[Collected data entries]
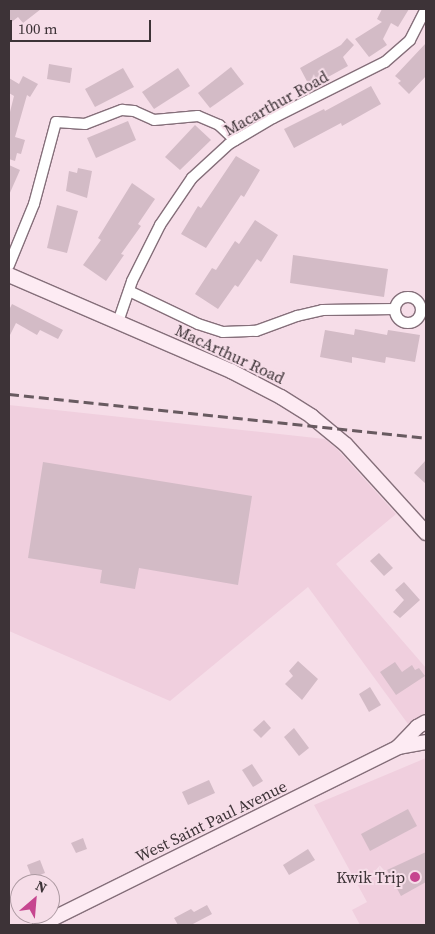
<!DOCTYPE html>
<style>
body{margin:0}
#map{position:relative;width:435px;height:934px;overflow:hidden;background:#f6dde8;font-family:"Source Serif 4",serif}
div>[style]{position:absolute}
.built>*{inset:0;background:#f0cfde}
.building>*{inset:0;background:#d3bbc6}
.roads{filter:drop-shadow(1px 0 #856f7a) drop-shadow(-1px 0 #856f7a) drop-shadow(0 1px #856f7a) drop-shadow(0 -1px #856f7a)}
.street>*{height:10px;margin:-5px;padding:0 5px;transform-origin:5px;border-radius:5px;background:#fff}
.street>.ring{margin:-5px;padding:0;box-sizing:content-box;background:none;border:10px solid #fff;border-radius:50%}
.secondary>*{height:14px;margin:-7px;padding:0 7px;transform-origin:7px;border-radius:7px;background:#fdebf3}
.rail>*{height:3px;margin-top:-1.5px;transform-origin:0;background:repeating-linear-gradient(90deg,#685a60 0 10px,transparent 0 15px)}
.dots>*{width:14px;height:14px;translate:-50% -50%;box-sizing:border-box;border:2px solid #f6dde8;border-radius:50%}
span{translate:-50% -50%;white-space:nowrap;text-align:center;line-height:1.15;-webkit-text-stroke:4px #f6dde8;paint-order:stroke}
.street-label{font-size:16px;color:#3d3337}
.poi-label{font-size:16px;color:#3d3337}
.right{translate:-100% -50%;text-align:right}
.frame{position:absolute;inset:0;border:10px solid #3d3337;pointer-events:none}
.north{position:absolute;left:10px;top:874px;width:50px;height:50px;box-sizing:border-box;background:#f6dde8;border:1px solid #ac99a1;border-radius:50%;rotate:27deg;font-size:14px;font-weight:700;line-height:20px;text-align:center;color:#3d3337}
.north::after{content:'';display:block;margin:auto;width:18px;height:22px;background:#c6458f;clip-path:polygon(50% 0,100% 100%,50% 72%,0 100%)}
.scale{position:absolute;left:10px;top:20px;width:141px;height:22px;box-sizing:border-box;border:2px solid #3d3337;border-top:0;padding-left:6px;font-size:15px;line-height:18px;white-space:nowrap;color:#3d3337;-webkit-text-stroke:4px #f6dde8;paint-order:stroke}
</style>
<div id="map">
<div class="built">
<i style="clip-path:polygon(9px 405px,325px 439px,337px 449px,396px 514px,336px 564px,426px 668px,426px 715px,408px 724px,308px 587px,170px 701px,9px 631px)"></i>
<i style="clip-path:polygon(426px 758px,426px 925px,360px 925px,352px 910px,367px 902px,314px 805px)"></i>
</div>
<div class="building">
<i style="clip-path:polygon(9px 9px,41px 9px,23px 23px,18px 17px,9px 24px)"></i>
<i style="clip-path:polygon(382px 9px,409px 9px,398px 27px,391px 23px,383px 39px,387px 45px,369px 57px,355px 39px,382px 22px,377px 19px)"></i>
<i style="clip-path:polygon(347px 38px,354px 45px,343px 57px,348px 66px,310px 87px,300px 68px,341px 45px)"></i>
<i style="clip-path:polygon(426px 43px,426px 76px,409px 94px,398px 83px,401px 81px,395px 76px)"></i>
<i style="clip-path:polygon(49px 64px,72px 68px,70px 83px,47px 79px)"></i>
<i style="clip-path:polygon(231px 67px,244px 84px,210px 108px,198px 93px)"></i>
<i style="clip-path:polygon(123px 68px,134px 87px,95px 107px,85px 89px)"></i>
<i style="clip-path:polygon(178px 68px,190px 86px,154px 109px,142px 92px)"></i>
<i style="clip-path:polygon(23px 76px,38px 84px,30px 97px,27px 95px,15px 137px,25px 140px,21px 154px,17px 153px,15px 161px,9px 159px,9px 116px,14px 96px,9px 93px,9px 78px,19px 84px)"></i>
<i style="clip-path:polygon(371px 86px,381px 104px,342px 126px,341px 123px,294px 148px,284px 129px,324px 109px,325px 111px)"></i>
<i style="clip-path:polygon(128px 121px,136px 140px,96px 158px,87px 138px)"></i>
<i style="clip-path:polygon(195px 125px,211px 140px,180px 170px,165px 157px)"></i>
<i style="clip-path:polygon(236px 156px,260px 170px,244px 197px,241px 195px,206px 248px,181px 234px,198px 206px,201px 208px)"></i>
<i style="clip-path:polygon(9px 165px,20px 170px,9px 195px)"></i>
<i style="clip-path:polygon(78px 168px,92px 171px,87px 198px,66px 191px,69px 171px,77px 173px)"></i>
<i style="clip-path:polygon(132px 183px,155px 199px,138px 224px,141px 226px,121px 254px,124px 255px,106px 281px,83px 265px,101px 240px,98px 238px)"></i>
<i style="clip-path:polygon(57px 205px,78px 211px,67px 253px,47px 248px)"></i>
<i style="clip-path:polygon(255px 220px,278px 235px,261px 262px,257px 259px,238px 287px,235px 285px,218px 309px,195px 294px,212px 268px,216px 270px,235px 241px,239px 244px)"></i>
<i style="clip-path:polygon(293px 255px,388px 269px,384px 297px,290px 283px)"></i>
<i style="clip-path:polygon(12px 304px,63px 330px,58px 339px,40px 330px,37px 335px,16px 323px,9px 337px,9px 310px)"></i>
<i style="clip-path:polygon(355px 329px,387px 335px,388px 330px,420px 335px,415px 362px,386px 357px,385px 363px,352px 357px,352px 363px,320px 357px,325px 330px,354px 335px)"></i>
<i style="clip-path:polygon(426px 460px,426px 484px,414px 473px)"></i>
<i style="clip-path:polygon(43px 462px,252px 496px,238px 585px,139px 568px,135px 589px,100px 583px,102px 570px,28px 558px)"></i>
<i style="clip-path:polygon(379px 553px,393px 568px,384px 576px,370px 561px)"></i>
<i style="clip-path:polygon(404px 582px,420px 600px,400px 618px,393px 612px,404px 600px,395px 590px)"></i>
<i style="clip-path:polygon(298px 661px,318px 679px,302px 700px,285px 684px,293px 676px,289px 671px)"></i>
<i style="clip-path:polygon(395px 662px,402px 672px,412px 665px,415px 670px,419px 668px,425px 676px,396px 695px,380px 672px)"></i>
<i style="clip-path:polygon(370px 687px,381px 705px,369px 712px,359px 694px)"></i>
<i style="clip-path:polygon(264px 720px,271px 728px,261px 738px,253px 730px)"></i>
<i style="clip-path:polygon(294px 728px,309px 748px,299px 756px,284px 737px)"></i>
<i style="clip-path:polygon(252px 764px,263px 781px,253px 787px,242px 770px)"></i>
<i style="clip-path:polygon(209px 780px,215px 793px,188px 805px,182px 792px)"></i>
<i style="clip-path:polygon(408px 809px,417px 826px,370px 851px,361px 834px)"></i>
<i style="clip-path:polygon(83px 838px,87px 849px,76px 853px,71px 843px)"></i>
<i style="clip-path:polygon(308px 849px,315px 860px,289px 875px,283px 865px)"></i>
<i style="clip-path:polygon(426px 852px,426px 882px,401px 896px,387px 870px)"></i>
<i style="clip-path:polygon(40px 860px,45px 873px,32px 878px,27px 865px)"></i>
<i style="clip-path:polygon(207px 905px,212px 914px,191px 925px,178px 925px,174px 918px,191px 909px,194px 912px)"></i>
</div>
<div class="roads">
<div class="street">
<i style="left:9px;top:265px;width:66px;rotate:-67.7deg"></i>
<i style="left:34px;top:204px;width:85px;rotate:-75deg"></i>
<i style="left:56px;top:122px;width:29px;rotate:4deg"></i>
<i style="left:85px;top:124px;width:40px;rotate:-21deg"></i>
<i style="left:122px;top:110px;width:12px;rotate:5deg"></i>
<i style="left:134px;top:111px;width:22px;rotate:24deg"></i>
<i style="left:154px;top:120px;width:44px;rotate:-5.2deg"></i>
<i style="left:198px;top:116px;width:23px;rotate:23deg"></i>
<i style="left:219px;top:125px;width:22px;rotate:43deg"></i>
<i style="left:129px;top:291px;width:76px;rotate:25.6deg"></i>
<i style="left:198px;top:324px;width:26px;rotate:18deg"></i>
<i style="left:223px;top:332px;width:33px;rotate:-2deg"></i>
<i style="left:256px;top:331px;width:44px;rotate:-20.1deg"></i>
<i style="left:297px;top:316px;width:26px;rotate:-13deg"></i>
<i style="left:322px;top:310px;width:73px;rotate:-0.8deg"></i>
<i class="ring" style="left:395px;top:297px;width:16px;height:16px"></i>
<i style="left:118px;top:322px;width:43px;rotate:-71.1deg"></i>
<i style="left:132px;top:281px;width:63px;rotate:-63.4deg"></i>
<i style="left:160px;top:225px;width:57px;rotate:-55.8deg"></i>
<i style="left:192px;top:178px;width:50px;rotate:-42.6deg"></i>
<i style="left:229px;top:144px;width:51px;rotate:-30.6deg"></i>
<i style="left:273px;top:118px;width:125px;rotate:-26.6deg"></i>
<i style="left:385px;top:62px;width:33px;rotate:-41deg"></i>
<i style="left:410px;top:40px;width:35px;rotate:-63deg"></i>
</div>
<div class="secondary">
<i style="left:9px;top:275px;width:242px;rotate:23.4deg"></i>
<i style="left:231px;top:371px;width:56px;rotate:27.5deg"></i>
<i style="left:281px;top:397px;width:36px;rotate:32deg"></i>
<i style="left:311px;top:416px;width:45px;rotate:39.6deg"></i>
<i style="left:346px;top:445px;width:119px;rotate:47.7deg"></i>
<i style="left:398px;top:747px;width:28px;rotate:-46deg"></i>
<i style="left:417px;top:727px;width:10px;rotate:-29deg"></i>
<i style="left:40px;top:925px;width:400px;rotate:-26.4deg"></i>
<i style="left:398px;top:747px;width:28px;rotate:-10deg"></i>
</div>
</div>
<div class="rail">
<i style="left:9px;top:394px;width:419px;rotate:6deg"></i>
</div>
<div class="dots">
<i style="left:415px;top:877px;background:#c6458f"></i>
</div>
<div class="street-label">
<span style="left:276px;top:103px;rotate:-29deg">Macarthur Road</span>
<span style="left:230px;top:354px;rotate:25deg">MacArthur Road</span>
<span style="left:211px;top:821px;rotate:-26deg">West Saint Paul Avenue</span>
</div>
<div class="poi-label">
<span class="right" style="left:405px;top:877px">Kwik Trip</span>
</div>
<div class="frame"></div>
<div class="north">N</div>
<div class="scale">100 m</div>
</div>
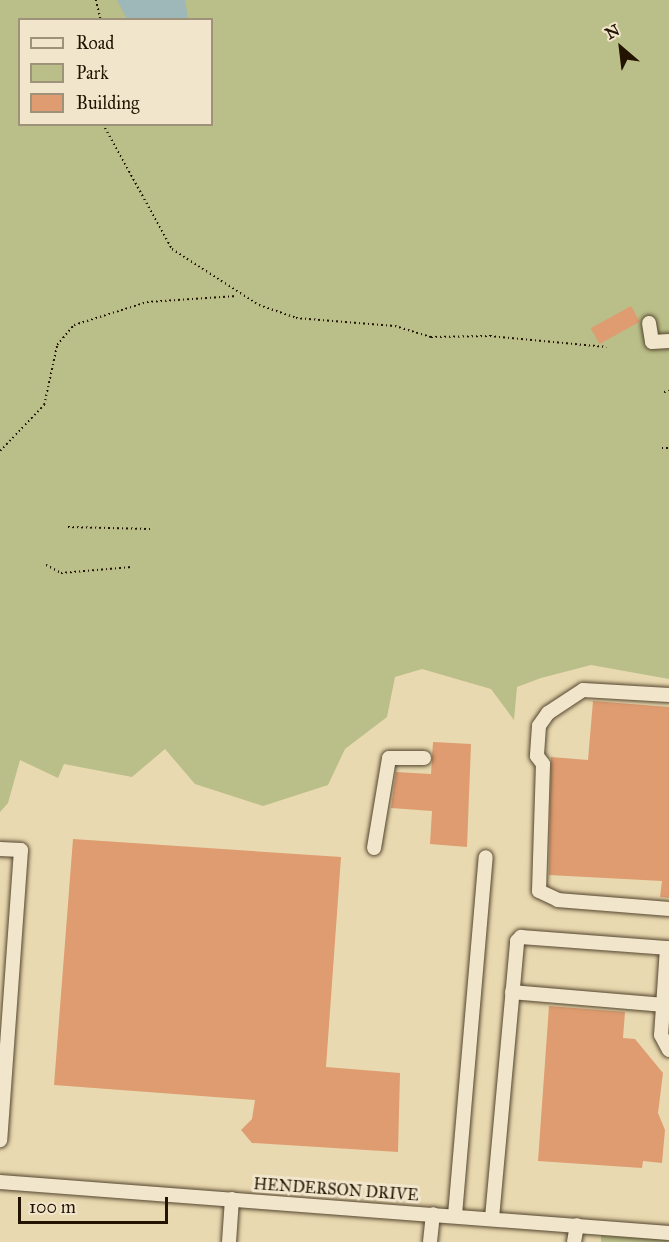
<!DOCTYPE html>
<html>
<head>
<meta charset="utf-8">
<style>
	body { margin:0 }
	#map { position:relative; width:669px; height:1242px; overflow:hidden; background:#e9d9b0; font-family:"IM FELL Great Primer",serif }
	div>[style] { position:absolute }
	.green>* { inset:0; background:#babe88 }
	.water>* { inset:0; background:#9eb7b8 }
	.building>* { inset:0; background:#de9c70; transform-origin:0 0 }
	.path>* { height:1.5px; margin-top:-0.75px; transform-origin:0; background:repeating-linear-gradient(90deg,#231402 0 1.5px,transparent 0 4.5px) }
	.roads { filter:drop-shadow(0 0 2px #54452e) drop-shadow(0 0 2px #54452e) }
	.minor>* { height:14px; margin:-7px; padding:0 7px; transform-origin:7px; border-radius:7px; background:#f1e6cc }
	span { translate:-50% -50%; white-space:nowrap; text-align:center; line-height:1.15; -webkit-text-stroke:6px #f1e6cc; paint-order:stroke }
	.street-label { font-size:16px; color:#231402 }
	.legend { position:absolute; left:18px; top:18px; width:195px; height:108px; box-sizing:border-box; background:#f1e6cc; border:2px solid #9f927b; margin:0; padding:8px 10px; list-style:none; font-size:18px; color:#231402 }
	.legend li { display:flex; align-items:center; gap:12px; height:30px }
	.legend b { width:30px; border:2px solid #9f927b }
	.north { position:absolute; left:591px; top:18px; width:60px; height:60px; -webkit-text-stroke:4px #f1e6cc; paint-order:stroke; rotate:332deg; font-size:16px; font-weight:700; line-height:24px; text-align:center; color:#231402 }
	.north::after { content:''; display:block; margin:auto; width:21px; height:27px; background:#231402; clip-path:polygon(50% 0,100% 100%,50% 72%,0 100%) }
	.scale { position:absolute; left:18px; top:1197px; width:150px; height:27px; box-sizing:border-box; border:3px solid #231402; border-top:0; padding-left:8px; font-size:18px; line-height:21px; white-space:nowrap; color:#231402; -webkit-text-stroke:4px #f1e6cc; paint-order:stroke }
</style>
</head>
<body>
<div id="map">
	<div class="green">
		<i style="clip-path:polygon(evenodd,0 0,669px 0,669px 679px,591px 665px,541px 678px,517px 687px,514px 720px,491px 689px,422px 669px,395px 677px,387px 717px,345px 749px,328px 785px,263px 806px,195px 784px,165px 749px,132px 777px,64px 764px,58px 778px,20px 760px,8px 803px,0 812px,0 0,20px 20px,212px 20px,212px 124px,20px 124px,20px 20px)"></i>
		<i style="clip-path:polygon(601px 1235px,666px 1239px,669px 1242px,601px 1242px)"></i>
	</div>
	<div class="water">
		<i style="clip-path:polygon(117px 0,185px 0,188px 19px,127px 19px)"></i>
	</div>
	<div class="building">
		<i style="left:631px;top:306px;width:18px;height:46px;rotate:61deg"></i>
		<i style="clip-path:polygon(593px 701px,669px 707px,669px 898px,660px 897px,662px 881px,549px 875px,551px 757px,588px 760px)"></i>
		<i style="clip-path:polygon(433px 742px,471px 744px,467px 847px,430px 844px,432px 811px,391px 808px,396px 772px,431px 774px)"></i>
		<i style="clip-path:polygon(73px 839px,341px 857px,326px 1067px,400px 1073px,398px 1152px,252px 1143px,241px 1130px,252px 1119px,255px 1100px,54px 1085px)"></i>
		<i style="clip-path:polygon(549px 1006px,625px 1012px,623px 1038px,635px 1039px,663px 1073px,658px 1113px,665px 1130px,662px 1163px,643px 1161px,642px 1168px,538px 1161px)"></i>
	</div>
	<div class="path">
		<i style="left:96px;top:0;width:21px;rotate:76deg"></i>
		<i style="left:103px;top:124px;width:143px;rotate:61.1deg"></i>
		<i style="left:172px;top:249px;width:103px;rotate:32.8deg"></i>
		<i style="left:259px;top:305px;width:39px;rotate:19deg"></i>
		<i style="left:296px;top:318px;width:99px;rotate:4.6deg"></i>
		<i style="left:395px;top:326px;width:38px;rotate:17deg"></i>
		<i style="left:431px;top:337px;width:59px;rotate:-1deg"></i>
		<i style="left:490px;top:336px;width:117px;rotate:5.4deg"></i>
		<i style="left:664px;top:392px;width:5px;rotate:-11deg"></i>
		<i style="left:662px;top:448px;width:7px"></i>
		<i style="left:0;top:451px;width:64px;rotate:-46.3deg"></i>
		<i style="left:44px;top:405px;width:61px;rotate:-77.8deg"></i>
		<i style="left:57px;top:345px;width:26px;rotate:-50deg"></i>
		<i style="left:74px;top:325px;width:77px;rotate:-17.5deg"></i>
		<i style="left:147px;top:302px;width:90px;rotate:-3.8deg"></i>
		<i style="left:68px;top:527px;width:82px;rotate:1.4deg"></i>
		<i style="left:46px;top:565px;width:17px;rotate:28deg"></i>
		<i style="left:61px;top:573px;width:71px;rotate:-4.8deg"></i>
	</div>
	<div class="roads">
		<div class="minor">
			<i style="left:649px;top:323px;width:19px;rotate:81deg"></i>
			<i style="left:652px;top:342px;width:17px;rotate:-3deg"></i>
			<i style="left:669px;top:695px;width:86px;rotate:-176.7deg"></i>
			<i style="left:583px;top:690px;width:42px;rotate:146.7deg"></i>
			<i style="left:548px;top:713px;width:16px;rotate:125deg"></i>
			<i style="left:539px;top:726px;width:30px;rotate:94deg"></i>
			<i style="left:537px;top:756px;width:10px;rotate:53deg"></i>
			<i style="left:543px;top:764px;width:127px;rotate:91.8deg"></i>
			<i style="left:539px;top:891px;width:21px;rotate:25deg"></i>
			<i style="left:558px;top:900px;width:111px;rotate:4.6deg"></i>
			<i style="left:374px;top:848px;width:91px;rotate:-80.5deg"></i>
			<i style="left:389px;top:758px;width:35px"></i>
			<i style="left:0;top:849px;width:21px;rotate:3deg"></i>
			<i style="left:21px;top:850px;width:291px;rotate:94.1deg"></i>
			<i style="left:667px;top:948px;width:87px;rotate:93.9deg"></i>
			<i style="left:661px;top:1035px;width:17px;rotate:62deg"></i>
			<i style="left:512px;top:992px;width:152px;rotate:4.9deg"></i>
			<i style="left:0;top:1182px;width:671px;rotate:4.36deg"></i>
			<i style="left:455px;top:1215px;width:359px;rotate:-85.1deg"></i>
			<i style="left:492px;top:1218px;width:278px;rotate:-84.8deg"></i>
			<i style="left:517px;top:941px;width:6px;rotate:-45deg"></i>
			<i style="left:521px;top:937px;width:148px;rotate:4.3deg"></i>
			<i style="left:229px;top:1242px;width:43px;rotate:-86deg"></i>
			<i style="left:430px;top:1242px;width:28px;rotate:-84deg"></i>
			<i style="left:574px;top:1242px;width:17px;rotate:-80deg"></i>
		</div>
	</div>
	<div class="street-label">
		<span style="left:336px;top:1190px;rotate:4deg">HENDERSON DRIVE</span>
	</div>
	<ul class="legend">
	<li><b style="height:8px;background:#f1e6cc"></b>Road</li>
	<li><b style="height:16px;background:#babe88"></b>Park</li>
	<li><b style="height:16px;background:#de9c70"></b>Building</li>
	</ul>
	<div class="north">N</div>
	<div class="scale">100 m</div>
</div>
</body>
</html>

→ **PROBLEM STATEMENT**:
In the data above, find the line that contains "filter:drop-shadow(0 0 2px" and the line that contains "position:absolute; left:591px; top:18px;". Repeat exactly those lines and every line between them, and only those.

→ **OUTPUT FOR THIS EXERCISE**:
	.roads { filter:drop-shadow(0 0 2px #54452e) drop-shadow(0 0 2px #54452e) }
	.minor>* { height:14px; margin:-7px; padding:0 7px; transform-origin:7px; border-radius:7px; background:#f1e6cc }
	span { translate:-50% -50%; white-space:nowrap; text-align:center; line-height:1.15; -webkit-text-stroke:6px #f1e6cc; paint-order:stroke }
	.street-label { font-size:16px; color:#231402 }
	.legend { position:absolute; left:18px; top:18px; width:195px; height:108px; box-sizing:border-box; background:#f1e6cc; border:2px solid #9f927b; margin:0; padding:8px 10px; list-style:none; font-size:18px; color:#231402 }
	.legend li { display:flex; align-items:center; gap:12px; height:30px }
	.legend b { width:30px; border:2px solid #9f927b }
	.north { position:absolute; left:591px; top:18px; width:60px; height:60px; -webkit-text-stroke:4px #f1e6cc; paint-order:stroke; rotate:332deg; font-size:16px; font-weight:700; line-height:24px; text-align:center; color:#231402 }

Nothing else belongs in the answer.